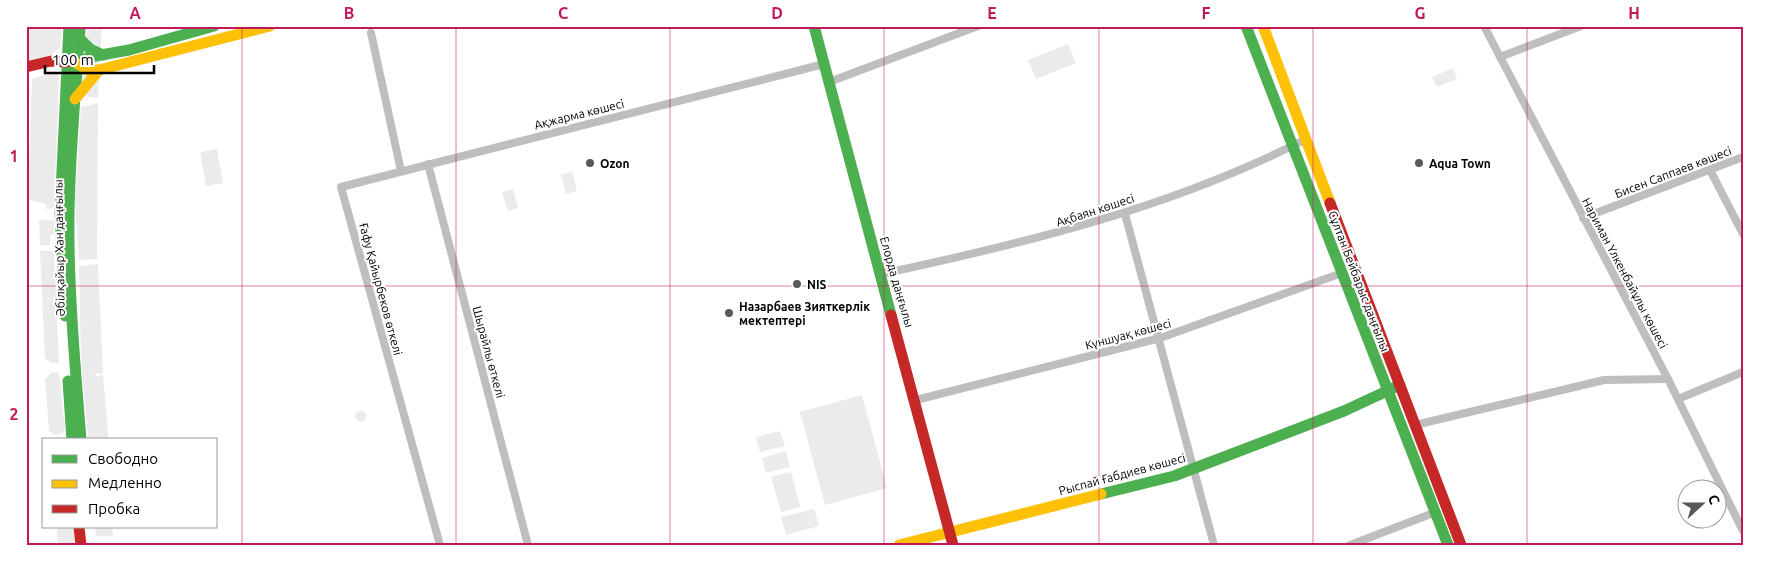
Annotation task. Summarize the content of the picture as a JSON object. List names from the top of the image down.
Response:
{
  "streets": {
    "main road": [
      "Әбілқайыр Хан даңғылы",
      "Сұлтан Бейбарыс даңғылы",
      "Елорда даңғылы",
      "Рыспай Ғабдиев көшесі"
    ],
    "street": [
      "Ақжарма көшесі",
      "Бисен Саппаев көшесі",
      "Ақбаян көшесі",
      "Нариман Үлкенбайұлы көшесі",
      "Ғафу Қайырбеков өткелі",
      "Күншуақ көшесі",
      "Шырайлы өткелі"
    ]
  },
  "crossings": [
    ["Ақжарма көшесі", "Елорда даңғылы"],
    ["Ақжарма көшесі", "Ғафу Қайырбеков өткелі"],
    ["Ақжарма көшесі", "Шырайлы өткелі"],
    ["Бисен Саппаев көшесі", "Нариман Үлкенбайұлы көшесі"],
    ["Ақбаян көшесі", "Сұлтан Бейбарыс даңғылы"],
    ["Ақбаян көшесі", "Елорда даңғылы"],
    ["Сұлтан Бейбарыс даңғылы", "Күншуақ көшесі"],
    ["Сұлтан Бейбарыс даңғылы", "Рыспай Ғабдиев көшесі"],
    ["Елорда даңғылы", "Күншуақ көшесі"],
    ["Елорда даңғылы", "Рыспай Ғабдиев көшесі"]
  ],
  "places": [
    "Ozon",
    "Aqua Town",
    "NIS",
    "Назарбаев Зияткерлік мектептері"
  ],
  "legend": ["Свободно", "Медленно", "Пробка"],
  "scale_bar": "100 m",
  "north": "right",
  "grid": {
    "columns": [
      "A",
      "B",
      "C",
      "D",
      "E",
      "F",
      "G",
      "H"
    ],
    "rows": ["1", "2"]
  }
}
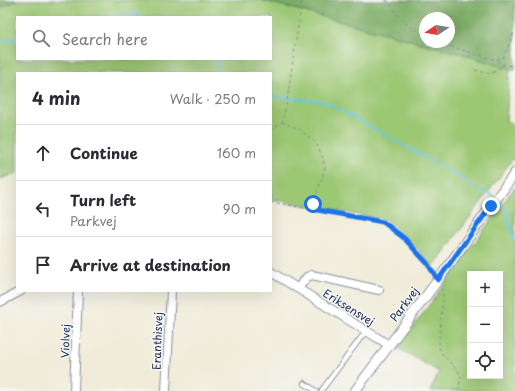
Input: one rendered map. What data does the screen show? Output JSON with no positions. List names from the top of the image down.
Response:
{
  "streets": {
    "street": [
      "Parkvej",
      "Eriksensvej",
      "Violvej",
      "Eranthisvej"
    ]
  },
  "crossings": [
    ["Parkvej", "Eriksensvej"]
  ],
  "north": "left",
  "page": {
    "search": "Search here",
    "heading": ["4 min", "Walk · 250 m"],
    "list": [
      ["Continue", "160 m"],
      ["Turn left", "Parkvej", "90 m"],
      "Arrive at destination"
    ],
    "map_buttons": ["+", "−"]
  }
}
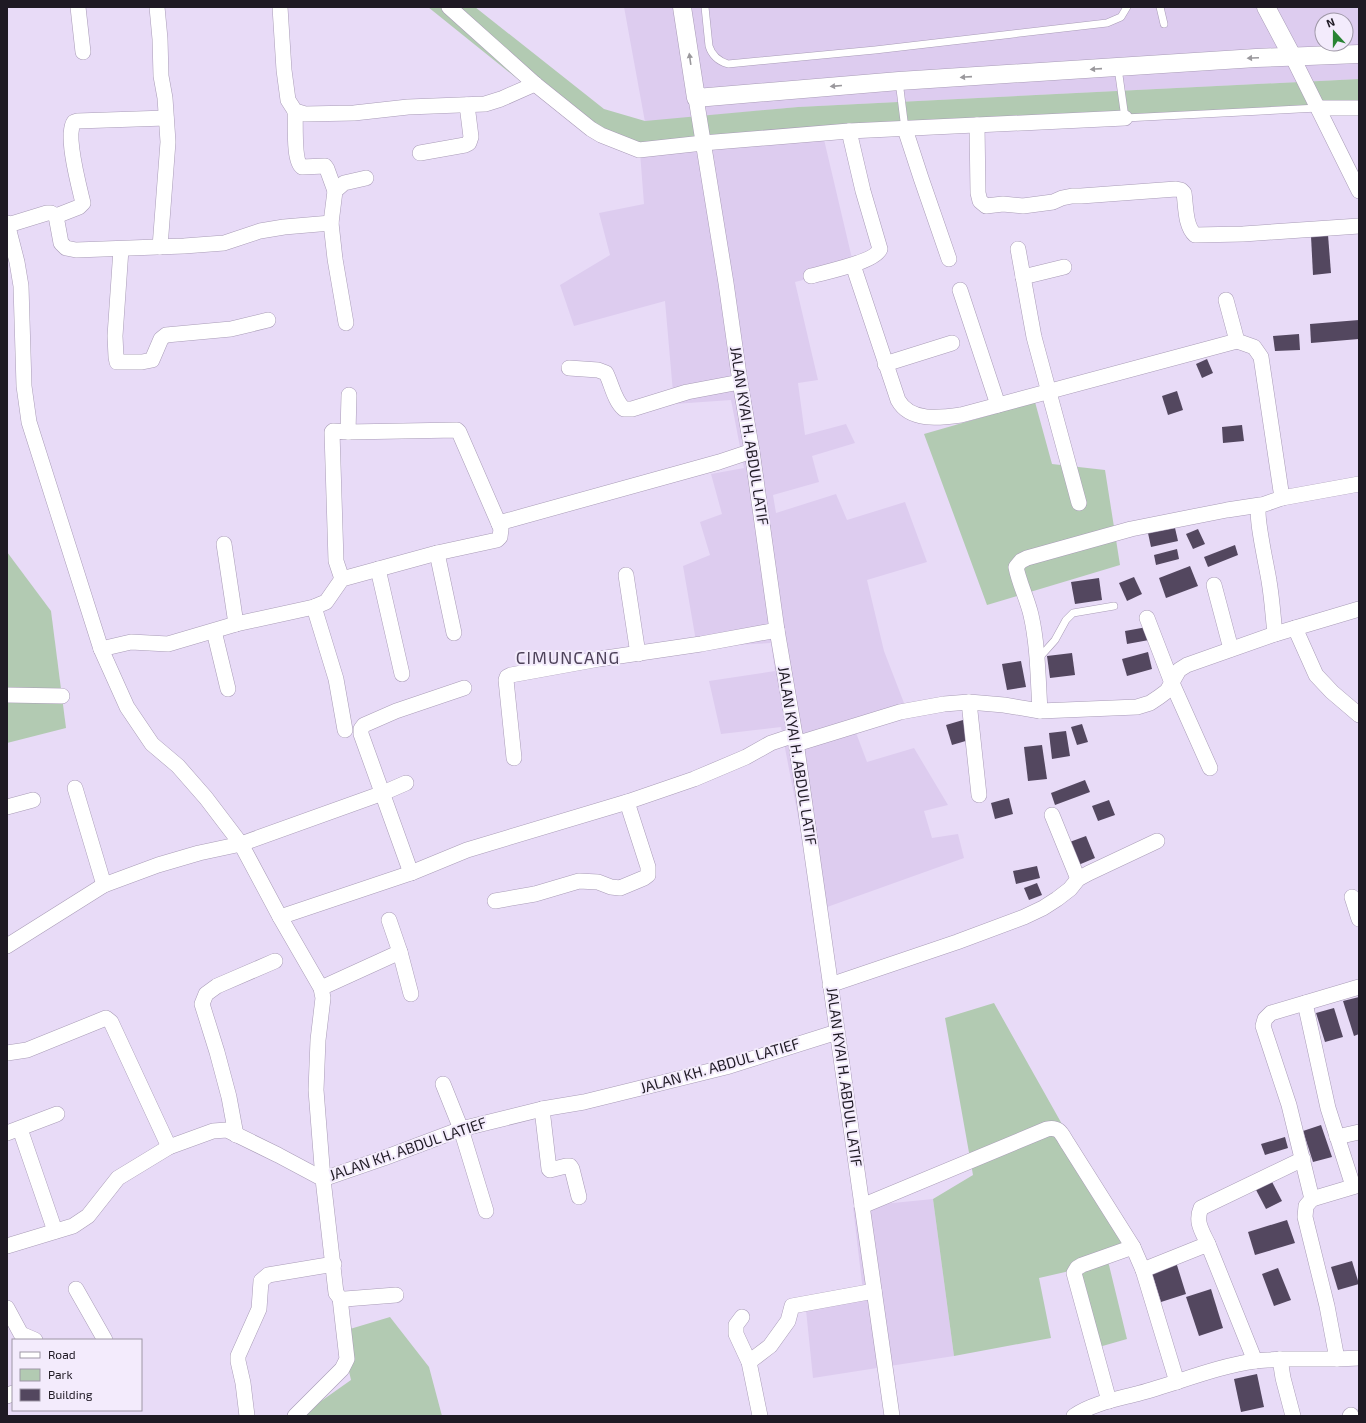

--------------------

Set down every entry exactly as it appears, but skip the pictures.

Annotation task. Summarize the content of the picture as a JSON object. List names from the top of the image down.
Response:
{
  "streets": {
    "main road": [
      "Әбілқайыр Хан даңғылы",
      "Сұлтан Бейбарыс даңғылы",
      "Елорда даңғылы",
      "Рыспай Ғабдиев көшесі"
    ],
    "street": [
      "Ақжарма көшесі",
      "Бисен Саппаев көшесі",
      "Ақбаян көшесі",
      "Нариман Үлкенбайұлы көшесі",
      "Ғафу Қайырбеков өткелі",
      "Күншуақ көшесі",
      "Шырайлы өткелі"
    ]
  },
  "crossings": [
    ["Ақжарма көшесі", "Елорда даңғылы"],
    ["Ақжарма көшесі", "Ғафу Қайырбеков өткелі"],
    ["Ақжарма көшесі", "Шырайлы өткелі"],
    ["Бисен Саппаев көшесі", "Нариман Үлкенбайұлы көшесі"],
    ["Ақбаян көшесі", "Сұлтан Бейбарыс даңғылы"],
    ["Ақбаян көшесі", "Елорда даңғылы"],
    ["Сұлтан Бейбарыс даңғылы", "Күншуақ көшесі"],
    ["Сұлтан Бейбарыс даңғылы", "Рыспай Ғабдиев көшесі"],
    ["Елорда даңғылы", "Күншуақ көшесі"],
    ["Елорда даңғылы", "Рыспай Ғабдиев көшесі"]
  ],
  "places": [
    "Ozon",
    "Aqua Town",
    "NIS",
    "Назарбаев Зияткерлік мектептері"
  ],
  "legend": ["Свободно", "Медленно", "Пробка"],
  "scale_bar": "100 m",
  "north": "right",
  "grid": {
    "columns": [
      "A",
      "B",
      "C",
      "D",
      "E",
      "F",
      "G",
      "H"
    ],
    "rows": ["1", "2"]
  }
}
Input: one rendered map. What data does the screen show? Output JSON with no positions. List names from the top of the image down.
Response:
{
  "streets": {
    "street": [
      "Parkvej",
      "Eriksensvej",
      "Violvej",
      "Eranthisvej"
    ]
  },
  "crossings": [
    ["Parkvej", "Eriksensvej"]
  ],
  "north": "left",
  "page": {
    "search": "Search here",
    "heading": ["4 min", "Walk · 250 m"],
    "list": [
      ["Continue", "160 m"],
      ["Turn left", "Parkvej", "90 m"],
      "Arrive at destination"
    ],
    "map_buttons": ["+", "−"]
  }
}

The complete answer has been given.